Personal information
- Full name: Keith Patrick James McNaughton
- Born: 20 August 1921 Richmond, Victoria
- Died: 30 May 2000 (aged 78)
- Original team: Victoria Brewery
- Height: 177 cm (5 ft 10 in)
- Weight: 72 kg (159 lb)

Playing career^{1}
- Years: Club / Games (Goals)
- 1940: South Melbourne / 1 (0)
- ^{1} Playing statistics correct to the end of 1940.

= Keith McNaughton =

Australian rules footballer and boxer (1921–2000)

Keith Patrick James McNaughton (20 August 1921 – 30 May 2000) was an Australian rules footballer and boxer who competed professionally in both sports.

McNaughton played one senior game with South Melbourne in the Victorian Football League (VFL) in 1940. Following his football pursuits, he forged a successful professional boxing career around Australia under the name Al Moran. McNaughton fought in 23 bouts across more than six years for a 15–7 record, and was runner-up in the 1946 Victorian state welterweight title fight.

==Football career==
As a schoolboy, at Mount Carmel College, Middle Park, McNaughton had been trained by the ex-Collingwood footballer and 1924 Stawell Gift winner Bill Twomey (who, at the time, was also the coach of the South Melbourne Seconds), and he had been captain of the school's football team.

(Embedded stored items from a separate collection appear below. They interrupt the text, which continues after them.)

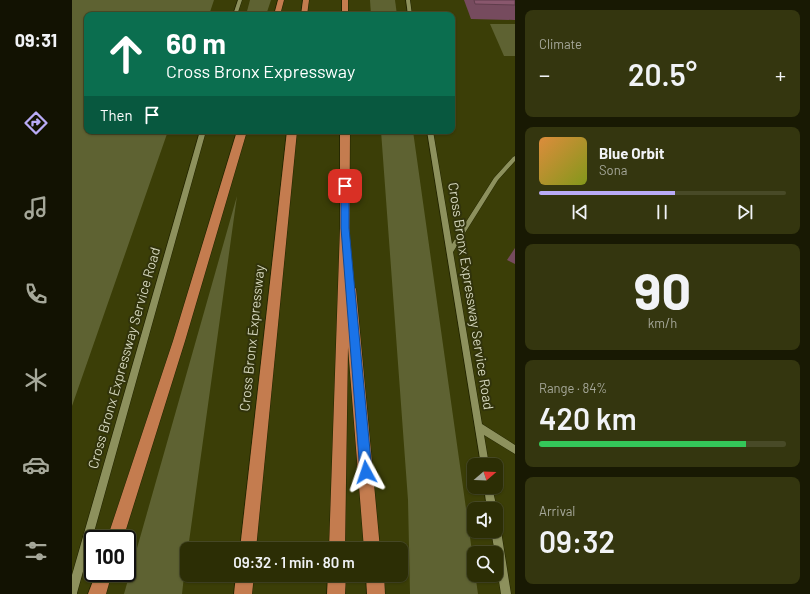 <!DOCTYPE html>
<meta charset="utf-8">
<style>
:root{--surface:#2c2e05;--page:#34360f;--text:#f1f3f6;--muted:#a6a89a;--line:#484a27;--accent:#b9abf7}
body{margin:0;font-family:Barlow,sans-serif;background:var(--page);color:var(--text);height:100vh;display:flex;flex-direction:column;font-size:15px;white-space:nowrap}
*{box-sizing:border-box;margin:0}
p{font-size:13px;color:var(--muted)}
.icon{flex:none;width:22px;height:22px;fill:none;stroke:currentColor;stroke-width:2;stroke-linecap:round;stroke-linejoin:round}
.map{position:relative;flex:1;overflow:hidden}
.sheet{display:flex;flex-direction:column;gap:10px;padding:10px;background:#181903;width:295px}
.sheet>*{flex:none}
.top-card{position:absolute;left:12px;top:12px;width:371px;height:122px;border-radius:8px;box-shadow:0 1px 3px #0004,0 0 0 1px var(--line);background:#0b6e4f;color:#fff;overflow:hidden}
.needle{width:26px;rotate:71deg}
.fabs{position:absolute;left:395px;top:458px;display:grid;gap:8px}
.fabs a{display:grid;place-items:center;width:36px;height:36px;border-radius:8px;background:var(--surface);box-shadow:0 1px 3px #0004,0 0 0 1px var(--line);font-size:20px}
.speed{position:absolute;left:12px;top:530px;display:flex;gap:8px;font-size:20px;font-weight:700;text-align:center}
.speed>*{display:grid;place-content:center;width:52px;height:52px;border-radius:50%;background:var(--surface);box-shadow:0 1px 3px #0004,0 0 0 1px var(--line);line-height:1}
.speed .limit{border:2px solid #111;border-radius:6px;background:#fff;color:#111}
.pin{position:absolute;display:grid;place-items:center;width:34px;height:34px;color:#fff;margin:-17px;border-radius:8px;box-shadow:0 2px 6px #0006}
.me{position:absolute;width:44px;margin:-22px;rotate:355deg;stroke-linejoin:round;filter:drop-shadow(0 0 3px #0008)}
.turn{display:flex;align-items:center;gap:14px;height:84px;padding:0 16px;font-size:18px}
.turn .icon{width:52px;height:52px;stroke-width:2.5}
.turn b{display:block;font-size:28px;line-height:34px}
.then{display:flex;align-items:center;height:38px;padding:0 16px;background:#0003;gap:8px;font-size:15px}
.big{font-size:30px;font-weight:600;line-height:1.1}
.sheet .widget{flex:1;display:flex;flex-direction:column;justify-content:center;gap:6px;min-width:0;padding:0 14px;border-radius:8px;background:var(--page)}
.sheet .dial{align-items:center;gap:0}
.dial b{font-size:52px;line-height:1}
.song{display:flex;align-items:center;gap:12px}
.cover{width:48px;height:48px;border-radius:6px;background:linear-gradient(135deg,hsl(30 70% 55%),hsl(70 70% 35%))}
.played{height:4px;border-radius:2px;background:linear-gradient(90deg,var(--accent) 55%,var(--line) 55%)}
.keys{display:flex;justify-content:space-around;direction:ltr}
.heat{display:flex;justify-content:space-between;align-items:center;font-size:22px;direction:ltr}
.charge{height:6px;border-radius:3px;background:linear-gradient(90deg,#34c759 84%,var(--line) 0)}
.trip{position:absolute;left:108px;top:542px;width:228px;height:40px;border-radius:8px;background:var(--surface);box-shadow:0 1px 3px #0004,0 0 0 1px var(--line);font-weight:600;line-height:40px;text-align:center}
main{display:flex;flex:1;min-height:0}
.menu{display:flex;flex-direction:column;width:72px;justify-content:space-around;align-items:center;background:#121202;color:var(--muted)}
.menu .icon{width:28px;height:28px}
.menu .selected{color:var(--accent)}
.menu b{font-size:18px;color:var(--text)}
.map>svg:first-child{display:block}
</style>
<main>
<nav class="menu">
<b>09:31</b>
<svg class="icon selected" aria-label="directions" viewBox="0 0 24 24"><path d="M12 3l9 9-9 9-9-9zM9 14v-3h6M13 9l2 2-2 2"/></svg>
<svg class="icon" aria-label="music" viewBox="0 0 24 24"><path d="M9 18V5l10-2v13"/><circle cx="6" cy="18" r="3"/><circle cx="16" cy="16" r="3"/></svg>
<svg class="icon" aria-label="phone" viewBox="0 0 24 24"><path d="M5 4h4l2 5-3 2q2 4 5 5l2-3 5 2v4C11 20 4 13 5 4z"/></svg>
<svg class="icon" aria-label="climate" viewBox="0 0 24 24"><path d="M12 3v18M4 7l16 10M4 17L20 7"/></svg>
<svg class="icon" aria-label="car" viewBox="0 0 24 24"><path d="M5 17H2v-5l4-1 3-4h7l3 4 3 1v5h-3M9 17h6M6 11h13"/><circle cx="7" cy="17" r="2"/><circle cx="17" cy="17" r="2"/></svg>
<svg class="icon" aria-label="filters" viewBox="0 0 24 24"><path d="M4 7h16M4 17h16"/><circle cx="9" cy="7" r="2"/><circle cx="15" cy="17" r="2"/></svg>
</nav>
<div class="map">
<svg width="443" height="594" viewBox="0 0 443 594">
<rect width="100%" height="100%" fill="#3b3e07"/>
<g fill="#5e6232">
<polygon points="0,0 142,0 137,15 15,15 15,131 96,131 0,406"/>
<polygon points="178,0 199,0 194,15 174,15"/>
<polygon points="298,0 323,0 325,15 299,15"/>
<polygon points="418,24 443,24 443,56 432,56"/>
<polygon points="309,131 341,131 406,594 338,594 336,500"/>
<polygon points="165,196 116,549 115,549 110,594 52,594"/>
</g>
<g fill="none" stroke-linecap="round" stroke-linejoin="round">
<defs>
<g id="minor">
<polygon points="166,0 170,0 165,15 161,15"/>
<polygon points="334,0 338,0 340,15 336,15"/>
<polygon points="128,131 134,131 5,593 5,594 0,594 0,575"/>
<polygon points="355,131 361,131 380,244 422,178 441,157 443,156 443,161 426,180 381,252 410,424 443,445 443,454 412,435 417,465 409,465"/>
<polygon points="412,487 420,487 425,509 424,510 424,509 415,509"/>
<polygon points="424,526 427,528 429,531 439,594 429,594 424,562 424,553 423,553 419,531 424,531"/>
</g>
<g id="highway">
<polygon points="206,0 212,0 208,15 202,15"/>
<polygon points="231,0 237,0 235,15 229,15"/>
<rect x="270" y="0" width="6" height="15"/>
<polygon points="165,131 175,131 113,341 51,539 35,539 101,341"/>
<polygon points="215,131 225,131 184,549 168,549"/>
<polygon points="268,131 278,131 277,284 282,286 284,289 308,549 292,549 276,347 273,549 257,549 268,228"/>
<polygon points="24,573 40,573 34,594 16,594"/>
<polygon points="164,575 182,575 180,594 162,594"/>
<polygon points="256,575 274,575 273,594 255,594"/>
<polygon points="294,575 312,575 313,594 295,594"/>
</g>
</defs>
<use href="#minor" stroke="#222400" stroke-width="1"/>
<use href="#highway" stroke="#222400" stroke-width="1"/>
<use href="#minor" fill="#8d915d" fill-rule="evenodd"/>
<use href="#highway" fill="#c47c4f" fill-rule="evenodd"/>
</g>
<g fill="#764b5e">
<polygon points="392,0 443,0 443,20 399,19"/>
<polygon points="443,248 443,264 435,260"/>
</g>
<polygon fill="#89576d" stroke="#603d4c" points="402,0 443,0 443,5 403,4"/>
<polygon fill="#1a73e8" stroke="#114b97" points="273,184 277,186 277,228 300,472 298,477 294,478 290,477 288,472 269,228 269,186"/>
<g text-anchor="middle" stroke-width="4" stroke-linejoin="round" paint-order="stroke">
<g font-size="14" fill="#d3d5bb" stroke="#31330b">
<text transform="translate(399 296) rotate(81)" y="5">Cross Bronx Expressway Service Road</text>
<text transform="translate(180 338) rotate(-84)" y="5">Cross Bronx Expressway</text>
<text transform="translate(52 358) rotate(-74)" y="5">Cross Bronx Expressway Service Road</text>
</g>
</g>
</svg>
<div class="fabs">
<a><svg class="needle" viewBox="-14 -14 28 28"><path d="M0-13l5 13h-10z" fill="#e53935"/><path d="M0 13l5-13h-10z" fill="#a6a89a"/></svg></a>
<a><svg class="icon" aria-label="sound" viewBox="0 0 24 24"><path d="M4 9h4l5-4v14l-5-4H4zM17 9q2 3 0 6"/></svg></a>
<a><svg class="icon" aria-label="search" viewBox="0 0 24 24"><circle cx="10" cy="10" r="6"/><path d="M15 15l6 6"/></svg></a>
</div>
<div class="speed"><div class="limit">100</div></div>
<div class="pin" style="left:273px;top:186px;background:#d93025"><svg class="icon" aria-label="arrive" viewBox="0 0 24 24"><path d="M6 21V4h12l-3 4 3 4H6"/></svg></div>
<svg class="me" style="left:294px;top:472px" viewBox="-20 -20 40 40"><path d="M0-17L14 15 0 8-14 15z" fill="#1a73e8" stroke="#fff" stroke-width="4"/></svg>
<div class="trip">09:32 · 1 min · 80 m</div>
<div class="top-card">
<div class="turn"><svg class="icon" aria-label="ahead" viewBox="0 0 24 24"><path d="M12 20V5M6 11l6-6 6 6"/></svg><div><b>60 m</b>Cross Bronx Expressway</div></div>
<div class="then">Then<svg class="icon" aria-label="arrive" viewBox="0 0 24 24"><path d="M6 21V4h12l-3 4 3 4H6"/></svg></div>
</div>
</div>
<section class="sheet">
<div class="widget"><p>Climate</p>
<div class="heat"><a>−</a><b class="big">20.5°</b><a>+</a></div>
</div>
<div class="widget">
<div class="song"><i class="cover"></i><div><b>Blue Orbit</b><p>Sona</p></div></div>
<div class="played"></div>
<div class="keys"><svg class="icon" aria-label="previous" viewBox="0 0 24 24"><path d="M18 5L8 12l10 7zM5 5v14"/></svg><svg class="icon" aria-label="pause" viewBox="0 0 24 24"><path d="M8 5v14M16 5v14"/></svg><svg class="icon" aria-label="next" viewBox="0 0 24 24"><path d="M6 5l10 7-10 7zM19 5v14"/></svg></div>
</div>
<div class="widget dial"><b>90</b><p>km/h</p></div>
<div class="widget"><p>Range · 84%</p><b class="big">420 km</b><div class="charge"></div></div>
<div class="widget"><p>Arrival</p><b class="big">09:32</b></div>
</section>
</main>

McNaughton played for South Sydney, without a clearance from any Victorian football authority, at the age of 16, in the Sydney Football League in 1937. Because he had played in Sydney without a clearance, he was considered to be an interstate player when he returned to Victoria (in November 1937); and, under the rules of the time, was prevented from signing with a VFL (or VFL-affiliated) team for two years. McNaughton was recruited from the Victoria Brewery team for the final game of the 1940 season.

==Boxing career==
Listed at the start of the 1941 season among the "players to train with Seconds" at South Melbourne, McNaughton gave up football and became a professional boxer, fighting as a welterweight under the name of Al Moran. In his last fight, in 1948 at the West Melbourne Stadium against Clem Sands of Newcastle, "Moran survived a torrid attack... was in an ace of being knocked out... in a dramatic last round... and won on points".

==Later life==
In 1949, it was reported that "Al Moran has opened a grill bar and hamburger shop in Victoria Street, Richmond".

McNaughton died on 30 May 2000, at the age of 78.